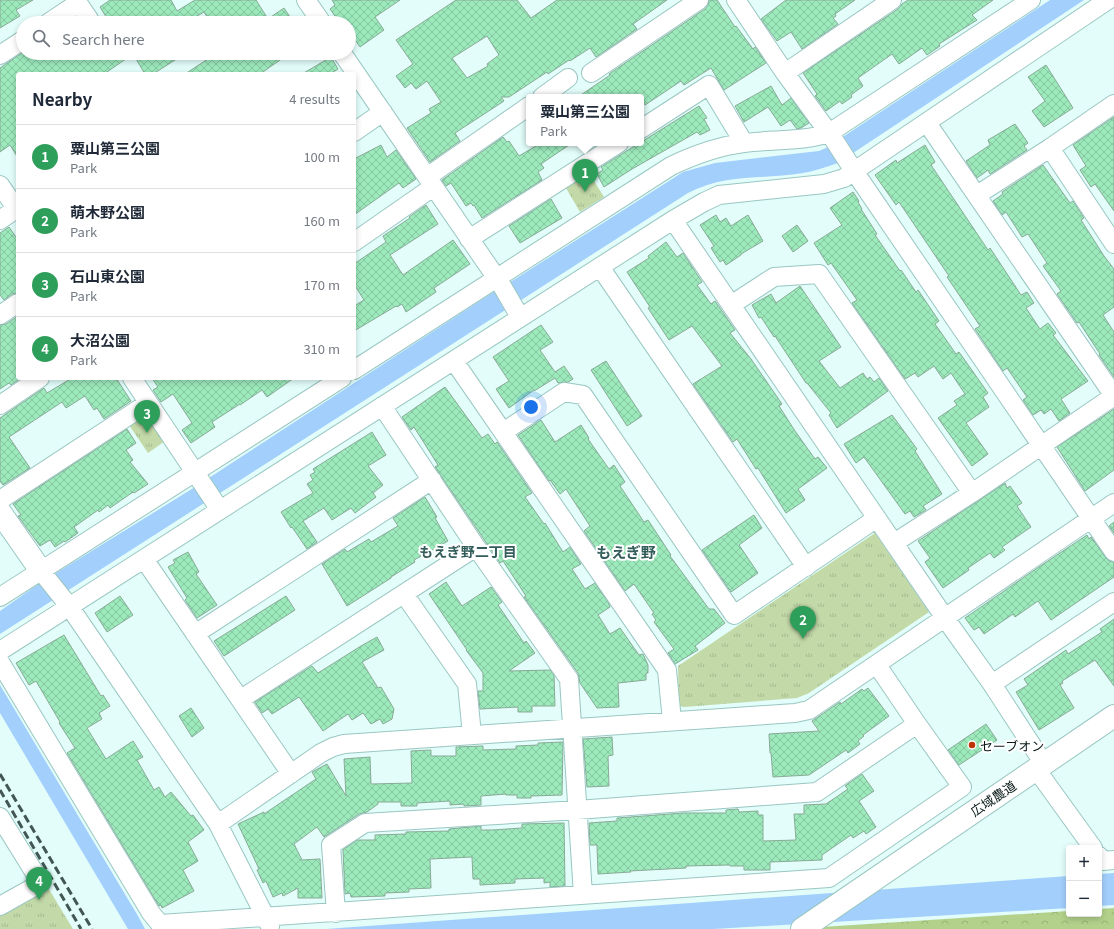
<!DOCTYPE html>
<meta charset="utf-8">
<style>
body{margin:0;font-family:Georgia,"Noto Sans JP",serif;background:#f2f2f3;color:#1f2937}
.controls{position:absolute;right:12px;bottom:12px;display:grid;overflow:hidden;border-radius:4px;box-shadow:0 2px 6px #0003}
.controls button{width:36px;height:36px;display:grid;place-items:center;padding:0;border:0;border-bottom:1px solid #e0e1e3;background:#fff;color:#1f2937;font:20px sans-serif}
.you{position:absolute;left:531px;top:407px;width:14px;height:14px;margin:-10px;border:3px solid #fff;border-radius:50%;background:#1a73e8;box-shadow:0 0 0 6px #1a73e833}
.badge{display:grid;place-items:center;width:26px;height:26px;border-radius:50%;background:#bc3405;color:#fff;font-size:13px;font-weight:700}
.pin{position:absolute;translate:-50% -33px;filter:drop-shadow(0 1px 2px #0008)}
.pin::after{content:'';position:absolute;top:21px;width:14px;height:12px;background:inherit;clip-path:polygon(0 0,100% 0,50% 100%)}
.popup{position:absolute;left:526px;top:94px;width:118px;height:52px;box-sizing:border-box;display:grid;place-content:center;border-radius:4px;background:#fff;filter:drop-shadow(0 1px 3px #0005);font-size:13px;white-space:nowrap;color:#747a83}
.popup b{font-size:15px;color:#1f2937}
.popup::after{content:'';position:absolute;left:50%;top:100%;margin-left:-8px;border:8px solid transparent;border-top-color:#fff}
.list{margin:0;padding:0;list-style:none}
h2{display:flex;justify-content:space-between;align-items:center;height:52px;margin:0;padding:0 16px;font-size:17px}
h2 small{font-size:13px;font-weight:400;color:#747a83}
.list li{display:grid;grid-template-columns:26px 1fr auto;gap:12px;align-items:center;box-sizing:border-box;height:64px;padding:0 16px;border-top:1px solid #e0e1e3}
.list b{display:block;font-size:15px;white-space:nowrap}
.list p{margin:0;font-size:13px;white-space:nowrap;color:#747a83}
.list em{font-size:13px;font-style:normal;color:#747a83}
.icon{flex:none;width:22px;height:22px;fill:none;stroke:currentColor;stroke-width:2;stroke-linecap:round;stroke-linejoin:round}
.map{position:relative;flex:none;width:1114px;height:929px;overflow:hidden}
.search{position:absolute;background:#fff;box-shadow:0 2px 6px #0003;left:16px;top:16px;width:340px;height:44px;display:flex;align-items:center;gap:10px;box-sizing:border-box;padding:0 14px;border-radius:22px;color:#747a83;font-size:15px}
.panel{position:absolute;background:#fff;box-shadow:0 2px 6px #0003;left:16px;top:72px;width:340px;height:308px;border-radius:4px}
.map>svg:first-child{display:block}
.forest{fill:url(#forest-crowns)}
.park{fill:url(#park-tufts)}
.water{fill:#a3cffc}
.building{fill:url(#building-cross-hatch);stroke:#89ab96;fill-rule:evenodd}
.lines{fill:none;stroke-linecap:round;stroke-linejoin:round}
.street-casing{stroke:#9ac7c2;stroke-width:20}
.secondary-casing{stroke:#9ac7c2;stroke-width:24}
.street{stroke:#fff;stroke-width:18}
.secondary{stroke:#fff;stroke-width:22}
.rail{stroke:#425654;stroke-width:3;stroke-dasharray:8 4;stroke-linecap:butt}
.poi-dot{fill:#bc3405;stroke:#fff;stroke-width:1.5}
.labels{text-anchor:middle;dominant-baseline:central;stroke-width:4;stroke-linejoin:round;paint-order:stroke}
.poi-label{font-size:13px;fill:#071817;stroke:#fff;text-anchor:start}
.street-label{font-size:13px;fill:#071817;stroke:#fff}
.neighbourhood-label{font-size:14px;font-weight:bold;fill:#335d5a;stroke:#fff}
.quarter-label{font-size:15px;font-weight:bold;fill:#335d5a;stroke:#fff}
</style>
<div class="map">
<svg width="1114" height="929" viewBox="0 0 1114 929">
<defs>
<pattern id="forest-crowns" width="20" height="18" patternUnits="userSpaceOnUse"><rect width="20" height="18" fill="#b3d18b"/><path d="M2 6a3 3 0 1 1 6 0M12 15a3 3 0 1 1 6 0" fill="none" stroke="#98b377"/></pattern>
<pattern id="park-tufts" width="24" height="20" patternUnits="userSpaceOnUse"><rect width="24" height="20" fill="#c3d9a8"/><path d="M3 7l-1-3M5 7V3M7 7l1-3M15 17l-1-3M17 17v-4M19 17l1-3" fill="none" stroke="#a6ba90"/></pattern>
<pattern id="building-cross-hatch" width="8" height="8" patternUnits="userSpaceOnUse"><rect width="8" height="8" fill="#9ce9bc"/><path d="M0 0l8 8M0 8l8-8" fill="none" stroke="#85c7a1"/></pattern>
</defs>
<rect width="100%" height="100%" fill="#e2fdfa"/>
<path class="forest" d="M1114,908V929H820L822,927L1069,911V914H1099V909Z"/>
<path class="park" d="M589,173L604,197L580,212L566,188Z
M141,417H148L165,441L148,453L129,425Z
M875,533L929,612L809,693L797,698L684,707L679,706L678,666Z
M47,886L73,929H0V913Z"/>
<path class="water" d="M1050,0H1084L838,163C826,167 815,171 803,173C762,180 727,173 688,193L0,634V611L40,583L195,487L495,291L498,290L683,172L715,163L819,151L826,148Z
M0,685L138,916L145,929H128L0,713Z
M1114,873V905L1099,906V874Z
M1069,876V908L714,929H326Z"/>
<path class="building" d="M0,0H33L16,10L20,16L0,28Z
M110,0H171L177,11L195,0H256L268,19L284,8L294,23H211L204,12L185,23H110L100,7Z
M332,0H400L375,17L384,30L360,47L349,31V23H340L330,9L335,5Z
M456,0H517L531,18L557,0H667L633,24L637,29L596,57L590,48L570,61L569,60L548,74L547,72L509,97H501L504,101L455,133L460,141L430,162L407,128L431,113L429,109L441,102L427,81L416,89L411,83L405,88L396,76L413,64L396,40ZM487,36L499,55L487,64L488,66L467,78L452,58Z
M709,0H717L735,27L736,26L753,49L755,47L766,63L724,90L711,68L684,85L681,81L645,105L641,97H578L610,75L609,74L705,9L708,5Z
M786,0H855L835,14L836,16L833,18L838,24L802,49L791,32L777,41L761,19Z
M908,0H993L972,15L977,20L939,44L940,46L927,55L922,48L899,64L892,54L858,78L863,86L851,95L852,97L842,104L840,101L826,111L815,96L817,94L803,73L898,9L902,4Z
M22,53H186L153,74H145L133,54L104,74H18V158L10,145L0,152V68Z
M217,53H290L260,74H185Z
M331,57L338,69L330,74H302Z
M1046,65L1073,108L1044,127L1032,111L1045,101L1028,77Z
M771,86L782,105L791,98L809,123L801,128L797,129L790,120L781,126L768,107L744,122L735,106Z
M699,106L707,118L704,119L710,130L700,135L697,132L632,169L604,187L597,174L603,170L601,167Z
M1114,117V211L1095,184L1091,187L1080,170L1086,166L1073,145Z
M1015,124L1028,143L1024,146L1027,150L990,174L988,170L977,178L966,161L990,145L988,140Z
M503,137L507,142L509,141L519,156L541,143H572L541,164L544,168L538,172L542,180L482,218L474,205L473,206L471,203L466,206L451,183L446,186L442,180Z
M381,145L387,157L396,150L416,179L403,188L399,183L354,215V159Z
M925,145L935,162L931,165L988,250L990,248L1021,295L1027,292L1034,303L1026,308L1040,329L1048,323L1056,333L1053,335L1088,381L1061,399L1070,413L1059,421L1051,409L1044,414L1041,410L1033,415L1023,400L1027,397L1007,368L1003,371L975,329L980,326L947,277L949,276L899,202L896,205L875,175L896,160L897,163Z
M1043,165L1070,203L1073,201L1084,218L1081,220L1104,256L1114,269V307L1103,315L1114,332V377L1099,355L1100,354L1079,322L1077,323L1057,294L1061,291L1043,266L1047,263L1028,234L1022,237L1006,212L1002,215L993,201L1003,194L1002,192Z
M853,192L859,201L858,202L862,209H861L877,234L875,235L900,271L901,270L916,292L918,290L939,321L935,324L956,354L959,352L988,393L983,397L989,407L966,423L988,454L972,466L938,418L957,405L954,401L965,394L951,373L943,379L934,366L918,377L915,373L905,379L852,303L857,300L831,263L828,265L814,243L842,225L830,208Z
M551,199L562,218L520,243L509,226Z
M426,205L438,224L390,255L403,275L453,240L470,264L434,288L436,292L406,312L402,304L397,307L396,306L354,331V306L364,300L354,284V264L386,242L383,236L410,218L409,217Z
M716,215L720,222L726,218L731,226L748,215L763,241L741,254V255L726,265L723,260L720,262L711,248L714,246L700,225Z
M797,225L808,241L793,252L782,236Z
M9,227L18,240V293L12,294L4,300L0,295V233Z
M666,242L677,257L683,253L702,282L697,285L711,304L715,301L735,330L730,333L751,359L782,404L779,406L795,431L815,459L818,457L827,468L798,489L805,500L786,513L758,468L756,469L737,439L733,442L693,384L722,366L692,326L669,340L648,308L650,307L627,272L649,258L648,256Z
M800,286L841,347L819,361L840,388L863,373L867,379L870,377L874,382L879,378L888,391L837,428L829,415L831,413L807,383H806L775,336L774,337L761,317L759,318L752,305L771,294L776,303Z
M18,316V380L11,385L9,383L0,389V325L6,324Z
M541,325L553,342L540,350L555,372L564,366L573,379L568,382L558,383L555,378L534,391V390L509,408L496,389L509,381L493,357Z
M606,361L642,416L627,426L591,370Z
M72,378H116L131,401L104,419L97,408L94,410L85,396L66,408L62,402L9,437L30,468L3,485L0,481V418L44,388L47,393Z
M152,378H294L267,397L262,390L240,405V404L212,422L215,427L191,443L182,430L192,423L173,394L161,402L153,390L158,387Z
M445,387L482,438L488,434L495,444L497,442L532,493L525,497L544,524L545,523L563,552L570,547L581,564L572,569L585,589L595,583L608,602L610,607L598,615L610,634L620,628L639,655L643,654L648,665V673H646V680L618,683L619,707L597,708L580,683L578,673L524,597L526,596L503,561L500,563L435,467L438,465L414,427L411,430L402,417Z
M1114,409V470L1085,491L1057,447Z
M892,415L917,449L915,451L942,494L923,506L926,510L914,517L910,511L905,514L864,457L856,463L844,444Z
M541,420L555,442L581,425L589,438L588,439L609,469L614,465L625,482L620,486L644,522L648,520L671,555L670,556L709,609H714L725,623L695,646L698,650L675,664L668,653L674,649L654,622L656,620L652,614L654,613L634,584L625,591L584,531L590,526L566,489L560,494L550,480L549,481L518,435Z
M127,429L136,443L126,450L133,460L130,462L148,484L134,493L133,492L110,508L108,505L99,512L98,510L74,527L78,533L65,542L64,541L55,547L50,540L40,546L18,516L21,515L13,504Z
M372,432L386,455L368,466L383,485L373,493L376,497L355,513L351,508L332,520L324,508L303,521L317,542L307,549L292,527L291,528L281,512L313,493L307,484L313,480L310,475L315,472L313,469Z
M1005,483L1007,488L1010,486L1022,503L1017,506L1031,527L1002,547L1005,550L994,558L990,553L968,568L969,570L943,588L925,562L930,558L918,541Z
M425,497L437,517L435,518L448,541L414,560L415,562L391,577V578L347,606L322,564L345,549L347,552L369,539L371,542L398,526L393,518Z
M754,515L762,528L739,545L758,573L731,592L702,550Z
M1114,522V533L1109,526Z
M1087,535L1089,539L1091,537L1106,558L1109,561L1114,562V577L1051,620L1038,601L1015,617L1013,614L984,634L979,627L974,630L965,618L1036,569Z
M188,552L199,572L196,574L217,605L197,618L185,600L187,598L168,567L175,563L173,560Z
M446,582L462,606L491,587L502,602L498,605L524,643L526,641L535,653L509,671L550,670L554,675L555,706H532V712H518V707L480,709L478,691H483V673L466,650H467L429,594Z
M120,596L133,615L107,632L95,613Z
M286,596L295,610L224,656L214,641Z
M1114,619V686L1095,660L1062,681L1063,683L1060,685L1074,708L1039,730L1016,692L1028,685L1024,679L1066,650L1068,654L1102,632L1100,629Z
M64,635L101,696L103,695L110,706L99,713L102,719L87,728L106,759L133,741L143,757L137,760L154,790L159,787L165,797L171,792L191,816L193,815L204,830L188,842L198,861L183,870L194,891L162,908L161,905L159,906L67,753L75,748L59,723L60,722L36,681L29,685L16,663Z
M377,637L384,650L362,662L378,688L381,687L394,709L392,719L383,724L380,719L371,724L363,713L352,720L348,714L323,731L299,697L272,714L268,709L262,713L255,702L312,666L318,673L361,646Z
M868,688L889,716L863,735L864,736L858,741L860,744L848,753L846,750L809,775L773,777L771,753H770L769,734L819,731L812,721L840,702L841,704L862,689L864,691Z
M191,708L204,728L192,737L179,716Z
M986,724L997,740L959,765L948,750Z
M612,737L613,755L608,756L609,786L587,787L583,739Z
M563,742L562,795L531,796V798H517V795H506V794L481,796V805L464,806V804L450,805V801L417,803V806H401V802H378V804L367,812L359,814L324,837L317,827L294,844L302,860L320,859L322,898H298V888L283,896L282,893L273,897L266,881L263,883L257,870L259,869L238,824L264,812V814L316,779L312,772L327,764L346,796L344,759L370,757L371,784L412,783L411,751L431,750V756H456V747L483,746V750L516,749V746L538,745V743Z
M862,774L874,791L859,801L876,827L866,834L864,831L853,838L851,835L822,855V860L770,862V870H744V866H730V865L686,866V868L630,871L631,872L598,874L597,845H590L589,823L617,821V818L683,813H726V810L738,809L739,812L758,811V815H763V841L796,840L794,814H804V805L826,804L848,789L845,786Z
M564,823L565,886L550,887V882L544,883V878L515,879V883L480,885V879H473L472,857L430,859L431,888L409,889V892L385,893V896L351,897L350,893L345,894L343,850L357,840H375V835L406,834V832L449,831V829L481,826V830H492L522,828V824Z"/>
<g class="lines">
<g class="street-casing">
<path id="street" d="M306,0L322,23
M736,0L785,73L834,140L854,171L1114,552
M48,23L78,3L89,19
M342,53L502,286L520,317
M0,55L23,40
M591,73L699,0
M785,73L892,0
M542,97L568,78
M927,123L1114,396
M641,129L709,85L744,143
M354,132L383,112
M1050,148L1114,244
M427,177L529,106
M0,185L18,211
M977,195L1050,148L1114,104
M0,220L16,209
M673,220L945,618L992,684L1044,764
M469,239L619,143
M354,242L433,187
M600,267L806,567
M731,305L774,277L819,274L972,493
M0,315L18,303
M454,361L667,670L672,721
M354,370L671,166C694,155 719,146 744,143C773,139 802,142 829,133L1031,0
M132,378L220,510
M0,405L40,378
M382,406L476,547L569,679L583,895
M503,432L564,392L583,395L734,615L877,518
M0,500L148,403
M894,543L972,493L1114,396
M144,559L291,774
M41,571L69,606L218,824L270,926
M404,594L467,684L472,735
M0,597L342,378
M195,634L432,480
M0,651L673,220L704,202L719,195L824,184L844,178L1108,0
M0,662L151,913L160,924L829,878L962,787L917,724L877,665
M992,684L1114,602
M241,699L476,547
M1036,769L1093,848
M0,817L41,883L0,906
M218,824L321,753L333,747L344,744L795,713L809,710L1114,503
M1099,856L1103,861L1114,860
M336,913L331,845L365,823L577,810L817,792L917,724"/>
</g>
<g class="secondary-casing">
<path id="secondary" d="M0,512L41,571
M802,929L1114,716"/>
</g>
<use href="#street" class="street"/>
<use href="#secondary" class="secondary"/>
<path class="rail" d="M0,774L92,929
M0,790L81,929"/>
</g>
<circle class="poi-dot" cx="972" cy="745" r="4"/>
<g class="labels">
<g class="poi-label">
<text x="980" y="745">セーブオン</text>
</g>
<g class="street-label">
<text transform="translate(993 798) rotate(-34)">広域農道</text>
</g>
<g class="neighbourhood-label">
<text x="468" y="551">もえぎ野二丁目</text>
</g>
<g class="quarter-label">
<text x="626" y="551">もえぎ野</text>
</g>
</g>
</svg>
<div class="controls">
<button>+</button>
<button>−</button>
</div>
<div class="you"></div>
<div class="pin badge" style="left:585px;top:192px;background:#2e9e5b">1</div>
<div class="popup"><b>粟山第三公園</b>Park</div>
<div class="pin badge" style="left:803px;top:639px;background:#2e9e5b">2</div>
<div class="pin badge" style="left:147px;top:433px;background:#2e9e5b">3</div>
<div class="pin badge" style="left:39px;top:900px;background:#2e9e5b">4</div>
<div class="search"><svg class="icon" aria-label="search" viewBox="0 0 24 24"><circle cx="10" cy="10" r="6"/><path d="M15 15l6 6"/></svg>Search here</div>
<section class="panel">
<h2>Nearby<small>4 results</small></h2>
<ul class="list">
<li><span class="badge" style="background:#2e9e5b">1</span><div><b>粟山第三公園</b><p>Park</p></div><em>100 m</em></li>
<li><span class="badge" style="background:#2e9e5b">2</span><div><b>萌木野公園</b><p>Park</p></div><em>160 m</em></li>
<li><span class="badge" style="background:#2e9e5b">3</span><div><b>石山東公園</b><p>Park</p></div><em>170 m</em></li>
<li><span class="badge" style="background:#2e9e5b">4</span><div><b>大沼公園</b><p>Park</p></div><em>310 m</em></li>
</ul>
</section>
</div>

• • • •

_EXERCISE DETAILS_
Return exactly what appears from the opening line of the material through the line with "solid #fff;border-radius:50%;background:#1a73e8;box-shadow:0 0", apart from the pictures.

_OUTPUT FOR THIS EXERCISE_
<!DOCTYPE html>
<meta charset="utf-8">
<style>
body{margin:0;font-family:Georgia,"Noto Sans JP",serif;background:#f2f2f3;color:#1f2937}
.controls{position:absolute;right:12px;bottom:12px;display:grid;overflow:hidden;border-radius:4px;box-shadow:0 2px 6px #0003}
.controls button{width:36px;height:36px;display:grid;place-items:center;padding:0;border:0;border-bottom:1px solid #e0e1e3;background:#fff;color:#1f2937;font:20px sans-serif}
.you{position:absolute;left:531px;top:407px;width:14px;height:14px;margin:-10px;border:3px solid #fff;border-radius:50%;background:#1a73e8;box-shadow:0 0 0 6px #1a73e833}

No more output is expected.